‘Nothing to worry about’: AFP Chief quells public fear over Hamas terror plot


General Andres Centino, Chief of Staff of the Armed Forces of the Philippines (AFP), assured the public on Saturday, Feb. 19, that the military is on top of the security situation following the report of the Philippine National Police (PNP) about an alleged terror plot by Hamas, a Palestinian militant group, in the Philippines.

General Andres Centino, Chief of Staff of the Armed Forces of the Philippines (AFP). (Courtesy of AFP)

“Of course, tuloy-tuloy naman ang monitoring natin. Wala naman tayong tigil dyan sa pagbantay pero sa ngayon, there is nothing to worry about (Of course, we are continuously monitoring that. Our security operations are relentless and right now, there is nothing to worry about),” Centino said in an interview with reporters at Fort del Pilar in Baguio City after the Philippine Military Academy (PMA) alumni homecoming.

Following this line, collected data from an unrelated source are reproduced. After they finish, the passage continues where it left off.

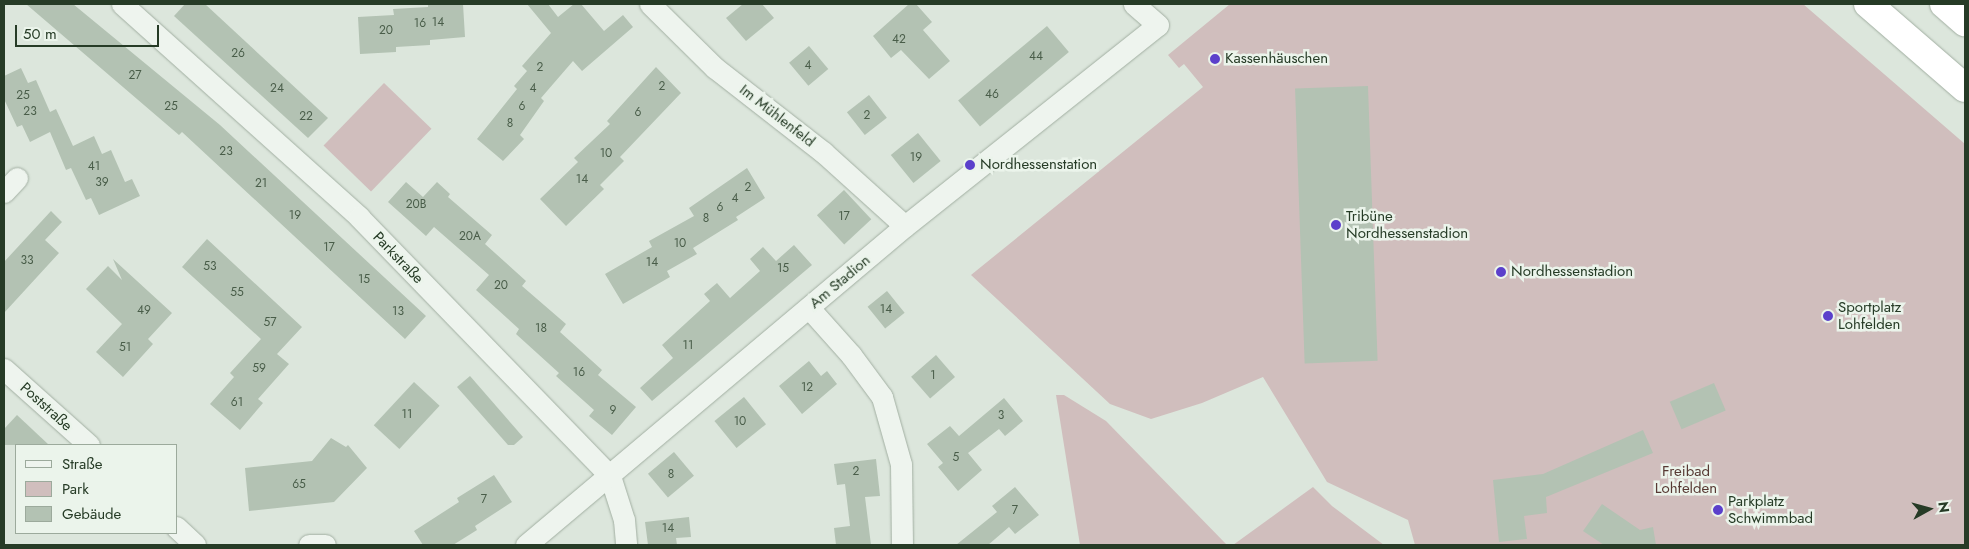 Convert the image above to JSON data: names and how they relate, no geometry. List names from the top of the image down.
{
  "streets": {
    "street": [
      "Im Mühlenfeld",
      "Parkstraße",
      "Am Stadion",
      "Poststraße"
    ]
  },
  "crossings": [
    ["Im Mühlenfeld", "Am Stadion"],
    ["Parkstraße", "Am Stadion"]
  ],
  "parks": ["Freibad Lohfelden"],
  "places": [
    "Kassenhäuschen",
    "Nordhessenstation",
    "Tribüne Nordhessenstadion",
    "Nordhessenstadion",
    "Sportplatz Lohfelden",
    "Parkplatz Schwimmbad"
  ],
  "house_numbers": [
    "14",
    "16",
    "20",
    "42",
    "26",
    "44",
    "4",
    "2",
    "27",
    "2",
    "24",
    "4",
    "46",
    "25",
    "25",
    "6",
    "23",
    "6",
    "2",
    "22",
    "8",
    "23",
    "10",
    "19",
    "41",
    "14",
    "39",
    "21",
    "2",
    "4",
    "20B",
    "6",
    "19",
    "17",
    "8",
    "20A",
    "10",
    "17",
    "33",
    "14",
    "53",
    "15",
    "15",
    "20",
    "55",
    "14",
    "49",
    "13",
    "57",
    "18",
    "11",
    "51",
    "59",
    "16",
    "1",
    "12",
    "61",
    "9",
    "11",
    "3",
    "10",
    "5",
    "2",
    "8",
    "65",
    "7",
    "7",
    "14"
  ],
  "legend": ["Straße", "Park", "Gebäude"],
  "scale_bar": "50 m",
  "north": "right"
}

Centino admitted that they have not received any intelligence information about the supposed Hamas terror plot although he said the military has already coordinated with the PNP for its verification.

“We have already coordinated with the PNP. Galing din sa kanila ‘yong information (The information came from them),” the AFP Chief said.

“On our part, we have no confirmation as to that regard,” he stated.

Last Tuesday, Police Brig. Gen. Neil Alinsangan, chief of the PNP Intelligence Group, said his men had foiled a terror plot being hatched by Hamas by allegedly recruiting Filipinos to carry out a series of attacks against Israelis in the Philippines.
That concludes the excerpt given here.